● WHAT THE TASK ASKS
Once the pictures have been excluded, set down each remaining entry word for word.

● Collected data entries
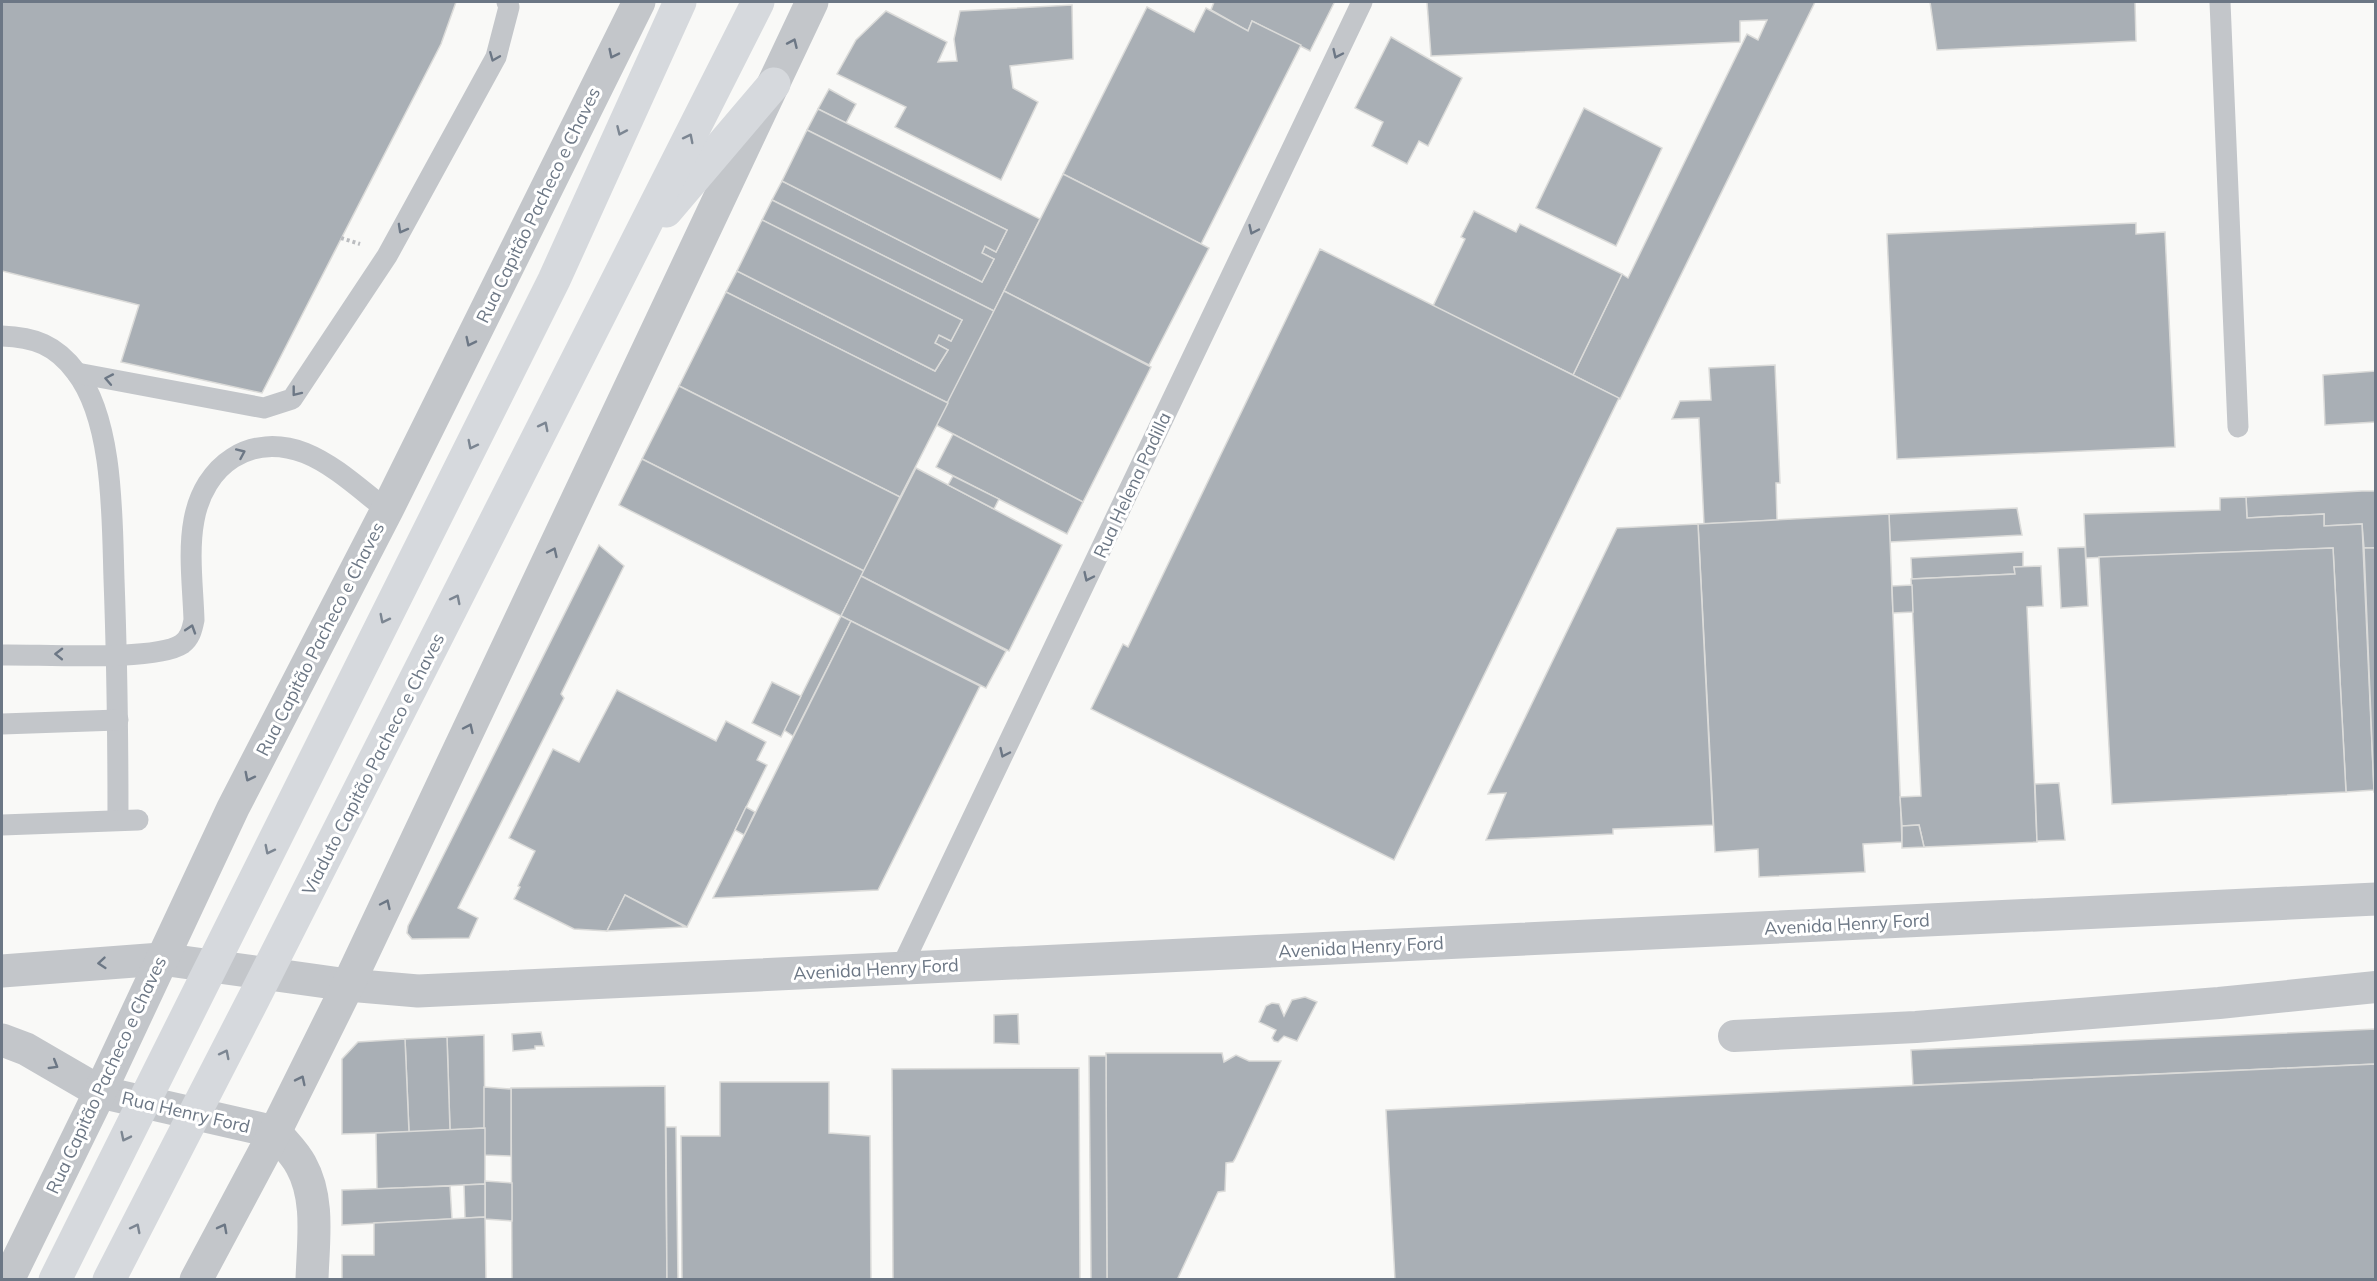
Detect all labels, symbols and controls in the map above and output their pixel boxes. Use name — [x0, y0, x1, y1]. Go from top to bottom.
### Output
one-way arrow — [786, 38, 798, 49]
one-way arrow — [608, 48, 620, 59]
one-way arrow — [1333, 48, 1344, 59]
one-way arrow — [489, 51, 501, 62]
street label: Rua Capitão Pacheco e Chaves — [471, 83, 605, 327]
one-way arrow — [617, 125, 629, 136]
one-way arrow — [682, 133, 694, 144]
one-way arrow — [398, 223, 409, 233]
one-way arrow — [1249, 224, 1261, 235]
one-way arrow — [466, 335, 478, 346]
one-way arrow — [104, 373, 114, 386]
one-way arrow — [292, 385, 303, 396]
street label: Rua Helena Padilla — [1088, 408, 1176, 562]
one-way arrow — [537, 421, 549, 432]
one-way arrow — [467, 439, 479, 450]
one-way arrow — [235, 449, 246, 461]
street label: Rua Capitão Pacheco e Chaves — [251, 518, 389, 760]
one-way arrow — [545, 547, 557, 558]
one-way arrow — [1083, 570, 1095, 581]
one-way arrow — [449, 595, 460, 606]
one-way arrow — [380, 613, 392, 624]
one-way arrow — [184, 624, 196, 634]
street label: Viaduto Capitão Pacheco e Chaves — [297, 629, 449, 899]
one-way arrow — [55, 648, 64, 661]
one-way arrow — [462, 723, 474, 734]
one-way arrow — [999, 746, 1011, 757]
one-way arrow — [244, 771, 256, 782]
one-way arrow — [264, 844, 276, 855]
one-way arrow — [378, 899, 390, 910]
street label: Avenida Henry Ford — [1764, 908, 1930, 940]
street label: Avenida Henry Ford — [1278, 931, 1444, 963]
street label: Rua Capitão Pacheco e Chaves — [41, 952, 171, 1197]
street label: Avenida Henry Ford — [793, 953, 959, 985]
one-way arrow — [98, 956, 107, 969]
one-way arrow — [218, 1050, 229, 1061]
one-way arrow — [48, 1058, 58, 1070]
one-way arrow — [294, 1075, 305, 1086]
street label: Rua Henry Ford — [120, 1086, 252, 1138]
one-way arrow — [121, 1131, 133, 1142]
one-way arrow — [129, 1223, 140, 1234]
one-way arrow — [216, 1224, 227, 1234]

● TASK SOLUTION
Detect all labels, symbols and controls in the map above and output their pixel boxes. Use name — [x0, y0, x1, y1]. Go from top to bottom.
### Output
one-way arrow — [786, 38, 798, 49]
one-way arrow — [608, 48, 620, 59]
one-way arrow — [1333, 48, 1344, 59]
one-way arrow — [489, 51, 501, 62]
street label: Rua Capitão Pacheco e Chaves — [471, 83, 605, 327]
one-way arrow — [617, 125, 629, 136]
one-way arrow — [682, 133, 694, 144]
one-way arrow — [398, 223, 409, 233]
one-way arrow — [1249, 224, 1261, 235]
one-way arrow — [466, 335, 478, 346]
one-way arrow — [104, 373, 114, 386]
one-way arrow — [292, 385, 303, 396]
street label: Rua Helena Padilla — [1088, 408, 1176, 562]
one-way arrow — [537, 421, 549, 432]
one-way arrow — [467, 439, 479, 450]
one-way arrow — [235, 449, 246, 461]
street label: Rua Capitão Pacheco e Chaves — [251, 518, 389, 760]
one-way arrow — [545, 547, 557, 558]
one-way arrow — [1083, 570, 1095, 581]
one-way arrow — [449, 595, 460, 606]
one-way arrow — [380, 613, 392, 624]
one-way arrow — [184, 624, 196, 634]
street label: Viaduto Capitão Pacheco e Chaves — [297, 629, 449, 899]
one-way arrow — [55, 648, 64, 661]
one-way arrow — [462, 723, 474, 734]
one-way arrow — [999, 746, 1011, 757]
one-way arrow — [244, 771, 256, 782]
one-way arrow — [264, 844, 276, 855]
one-way arrow — [378, 899, 390, 910]
street label: Avenida Henry Ford — [1764, 908, 1930, 940]
street label: Avenida Henry Ford — [1278, 931, 1444, 963]
street label: Rua Capitão Pacheco e Chaves — [41, 952, 171, 1197]
street label: Avenida Henry Ford — [793, 953, 959, 985]
one-way arrow — [98, 956, 107, 969]
one-way arrow — [218, 1050, 229, 1061]
one-way arrow — [48, 1058, 58, 1070]
one-way arrow — [294, 1075, 305, 1086]
street label: Rua Henry Ford — [120, 1086, 252, 1138]
one-way arrow — [121, 1131, 133, 1142]
one-way arrow — [129, 1223, 140, 1234]
one-way arrow — [216, 1224, 227, 1234]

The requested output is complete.